───── Excerpted data ─────

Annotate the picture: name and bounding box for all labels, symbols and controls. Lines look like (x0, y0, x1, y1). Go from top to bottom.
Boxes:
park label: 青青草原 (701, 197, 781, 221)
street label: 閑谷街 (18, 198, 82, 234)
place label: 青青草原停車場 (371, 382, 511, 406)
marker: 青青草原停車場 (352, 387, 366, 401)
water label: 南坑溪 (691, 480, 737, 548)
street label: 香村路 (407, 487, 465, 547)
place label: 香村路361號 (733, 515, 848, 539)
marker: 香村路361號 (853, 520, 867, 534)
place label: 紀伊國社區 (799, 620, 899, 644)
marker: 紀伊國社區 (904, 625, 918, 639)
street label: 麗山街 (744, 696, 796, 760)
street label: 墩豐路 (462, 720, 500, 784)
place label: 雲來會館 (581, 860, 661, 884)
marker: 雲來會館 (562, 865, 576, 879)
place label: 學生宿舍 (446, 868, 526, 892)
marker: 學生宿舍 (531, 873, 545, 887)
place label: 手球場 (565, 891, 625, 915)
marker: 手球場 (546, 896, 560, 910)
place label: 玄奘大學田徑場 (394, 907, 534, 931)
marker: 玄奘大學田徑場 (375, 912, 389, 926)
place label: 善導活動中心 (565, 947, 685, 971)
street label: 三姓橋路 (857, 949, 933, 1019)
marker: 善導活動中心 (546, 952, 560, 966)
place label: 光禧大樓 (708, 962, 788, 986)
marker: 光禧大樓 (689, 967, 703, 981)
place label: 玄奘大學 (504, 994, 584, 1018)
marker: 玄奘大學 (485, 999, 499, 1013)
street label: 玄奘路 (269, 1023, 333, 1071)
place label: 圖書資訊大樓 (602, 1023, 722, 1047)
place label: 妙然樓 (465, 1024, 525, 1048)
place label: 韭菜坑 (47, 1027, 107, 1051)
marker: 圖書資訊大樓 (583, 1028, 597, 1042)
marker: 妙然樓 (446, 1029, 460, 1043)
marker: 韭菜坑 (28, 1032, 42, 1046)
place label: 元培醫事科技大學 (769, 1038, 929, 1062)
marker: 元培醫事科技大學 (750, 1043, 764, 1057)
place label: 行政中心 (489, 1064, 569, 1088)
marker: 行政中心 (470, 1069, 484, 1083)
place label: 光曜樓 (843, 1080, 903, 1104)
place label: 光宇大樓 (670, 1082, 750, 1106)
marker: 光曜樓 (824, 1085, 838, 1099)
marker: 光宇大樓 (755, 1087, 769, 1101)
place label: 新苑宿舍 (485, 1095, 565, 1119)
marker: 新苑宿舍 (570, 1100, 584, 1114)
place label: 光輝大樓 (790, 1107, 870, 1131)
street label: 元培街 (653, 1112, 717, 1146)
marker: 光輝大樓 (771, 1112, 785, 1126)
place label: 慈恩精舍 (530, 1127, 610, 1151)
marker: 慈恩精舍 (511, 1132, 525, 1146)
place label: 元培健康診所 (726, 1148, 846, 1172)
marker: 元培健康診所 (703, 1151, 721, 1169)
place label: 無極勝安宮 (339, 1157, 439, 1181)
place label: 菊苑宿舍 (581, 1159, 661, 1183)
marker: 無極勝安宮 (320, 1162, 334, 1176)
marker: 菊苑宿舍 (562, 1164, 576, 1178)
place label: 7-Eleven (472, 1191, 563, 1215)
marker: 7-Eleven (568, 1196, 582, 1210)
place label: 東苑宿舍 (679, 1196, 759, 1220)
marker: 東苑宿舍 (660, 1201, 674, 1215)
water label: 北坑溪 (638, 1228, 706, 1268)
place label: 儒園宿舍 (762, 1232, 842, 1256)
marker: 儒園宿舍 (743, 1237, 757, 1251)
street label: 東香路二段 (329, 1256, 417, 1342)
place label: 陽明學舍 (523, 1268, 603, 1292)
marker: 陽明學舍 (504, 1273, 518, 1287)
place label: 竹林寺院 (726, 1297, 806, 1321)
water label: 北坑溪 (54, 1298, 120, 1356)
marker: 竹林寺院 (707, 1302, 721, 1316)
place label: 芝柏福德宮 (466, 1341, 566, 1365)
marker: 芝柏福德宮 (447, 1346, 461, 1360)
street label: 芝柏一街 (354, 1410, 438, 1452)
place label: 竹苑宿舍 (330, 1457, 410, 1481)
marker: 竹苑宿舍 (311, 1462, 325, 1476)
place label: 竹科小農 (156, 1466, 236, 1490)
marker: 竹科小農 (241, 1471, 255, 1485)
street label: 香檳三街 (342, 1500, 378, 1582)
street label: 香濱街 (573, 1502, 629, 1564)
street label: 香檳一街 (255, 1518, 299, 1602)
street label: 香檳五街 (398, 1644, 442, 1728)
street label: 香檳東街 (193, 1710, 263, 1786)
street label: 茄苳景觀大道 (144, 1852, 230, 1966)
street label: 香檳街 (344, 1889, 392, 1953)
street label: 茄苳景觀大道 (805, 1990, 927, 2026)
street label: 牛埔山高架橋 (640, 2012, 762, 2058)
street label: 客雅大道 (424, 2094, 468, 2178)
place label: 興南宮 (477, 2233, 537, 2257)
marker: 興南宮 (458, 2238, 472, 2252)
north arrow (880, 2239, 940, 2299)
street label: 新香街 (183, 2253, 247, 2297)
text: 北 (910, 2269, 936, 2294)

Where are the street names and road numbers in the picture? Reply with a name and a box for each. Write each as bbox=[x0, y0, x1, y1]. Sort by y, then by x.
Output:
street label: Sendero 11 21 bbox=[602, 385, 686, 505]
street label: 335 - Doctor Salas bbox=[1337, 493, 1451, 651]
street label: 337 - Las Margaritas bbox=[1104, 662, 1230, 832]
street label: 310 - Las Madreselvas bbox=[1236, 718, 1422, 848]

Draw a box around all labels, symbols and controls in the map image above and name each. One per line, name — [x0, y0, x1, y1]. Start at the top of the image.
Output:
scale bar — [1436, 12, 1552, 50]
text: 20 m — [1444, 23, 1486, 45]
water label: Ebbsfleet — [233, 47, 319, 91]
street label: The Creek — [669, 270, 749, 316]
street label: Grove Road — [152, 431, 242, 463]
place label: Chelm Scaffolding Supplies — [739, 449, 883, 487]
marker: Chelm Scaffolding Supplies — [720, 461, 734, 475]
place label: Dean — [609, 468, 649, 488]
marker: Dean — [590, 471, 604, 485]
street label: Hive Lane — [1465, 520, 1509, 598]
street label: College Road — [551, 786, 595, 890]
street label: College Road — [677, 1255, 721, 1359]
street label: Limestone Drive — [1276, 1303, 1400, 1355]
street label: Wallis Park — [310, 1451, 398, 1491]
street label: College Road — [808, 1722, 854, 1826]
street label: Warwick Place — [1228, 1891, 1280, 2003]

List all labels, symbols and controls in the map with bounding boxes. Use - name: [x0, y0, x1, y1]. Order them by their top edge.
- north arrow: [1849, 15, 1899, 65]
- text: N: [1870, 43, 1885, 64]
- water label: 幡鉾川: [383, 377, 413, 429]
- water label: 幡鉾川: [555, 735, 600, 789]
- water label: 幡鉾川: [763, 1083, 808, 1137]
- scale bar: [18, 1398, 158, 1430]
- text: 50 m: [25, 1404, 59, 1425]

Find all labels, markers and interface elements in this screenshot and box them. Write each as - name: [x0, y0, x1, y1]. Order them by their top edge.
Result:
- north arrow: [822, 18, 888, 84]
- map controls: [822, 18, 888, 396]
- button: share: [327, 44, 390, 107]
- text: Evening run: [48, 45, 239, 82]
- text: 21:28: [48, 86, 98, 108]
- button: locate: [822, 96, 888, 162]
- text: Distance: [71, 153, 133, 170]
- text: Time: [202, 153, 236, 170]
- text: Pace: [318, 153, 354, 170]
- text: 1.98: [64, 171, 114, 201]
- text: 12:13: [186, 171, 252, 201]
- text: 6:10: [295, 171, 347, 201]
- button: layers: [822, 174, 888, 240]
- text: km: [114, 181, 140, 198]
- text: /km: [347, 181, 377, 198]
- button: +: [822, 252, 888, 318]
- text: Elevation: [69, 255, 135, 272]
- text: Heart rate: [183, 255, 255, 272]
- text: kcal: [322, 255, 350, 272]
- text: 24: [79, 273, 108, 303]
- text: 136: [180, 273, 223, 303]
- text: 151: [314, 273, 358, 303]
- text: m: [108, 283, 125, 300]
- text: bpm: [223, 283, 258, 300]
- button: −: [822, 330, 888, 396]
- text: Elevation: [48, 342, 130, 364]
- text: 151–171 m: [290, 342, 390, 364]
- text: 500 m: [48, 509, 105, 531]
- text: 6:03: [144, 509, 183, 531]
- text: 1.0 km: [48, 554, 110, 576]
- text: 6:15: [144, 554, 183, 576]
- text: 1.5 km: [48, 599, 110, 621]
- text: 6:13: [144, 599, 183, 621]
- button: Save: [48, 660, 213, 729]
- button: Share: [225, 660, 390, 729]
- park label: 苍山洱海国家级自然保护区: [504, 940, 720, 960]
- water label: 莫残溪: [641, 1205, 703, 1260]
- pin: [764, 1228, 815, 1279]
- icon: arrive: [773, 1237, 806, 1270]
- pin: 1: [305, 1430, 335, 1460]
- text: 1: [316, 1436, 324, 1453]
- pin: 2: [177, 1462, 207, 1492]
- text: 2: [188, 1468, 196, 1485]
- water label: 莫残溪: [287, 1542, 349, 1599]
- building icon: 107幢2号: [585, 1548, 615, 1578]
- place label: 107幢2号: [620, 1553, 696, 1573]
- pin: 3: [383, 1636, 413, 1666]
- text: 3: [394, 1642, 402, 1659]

─────

● **Task requirements**:
Read through the entries above, and wherever a line holds the string "icon", copy it.

● **Written reply**:
- icon: arrive: [773, 1237, 806, 1270]
- building icon: 107幢2号: [585, 1548, 615, 1578]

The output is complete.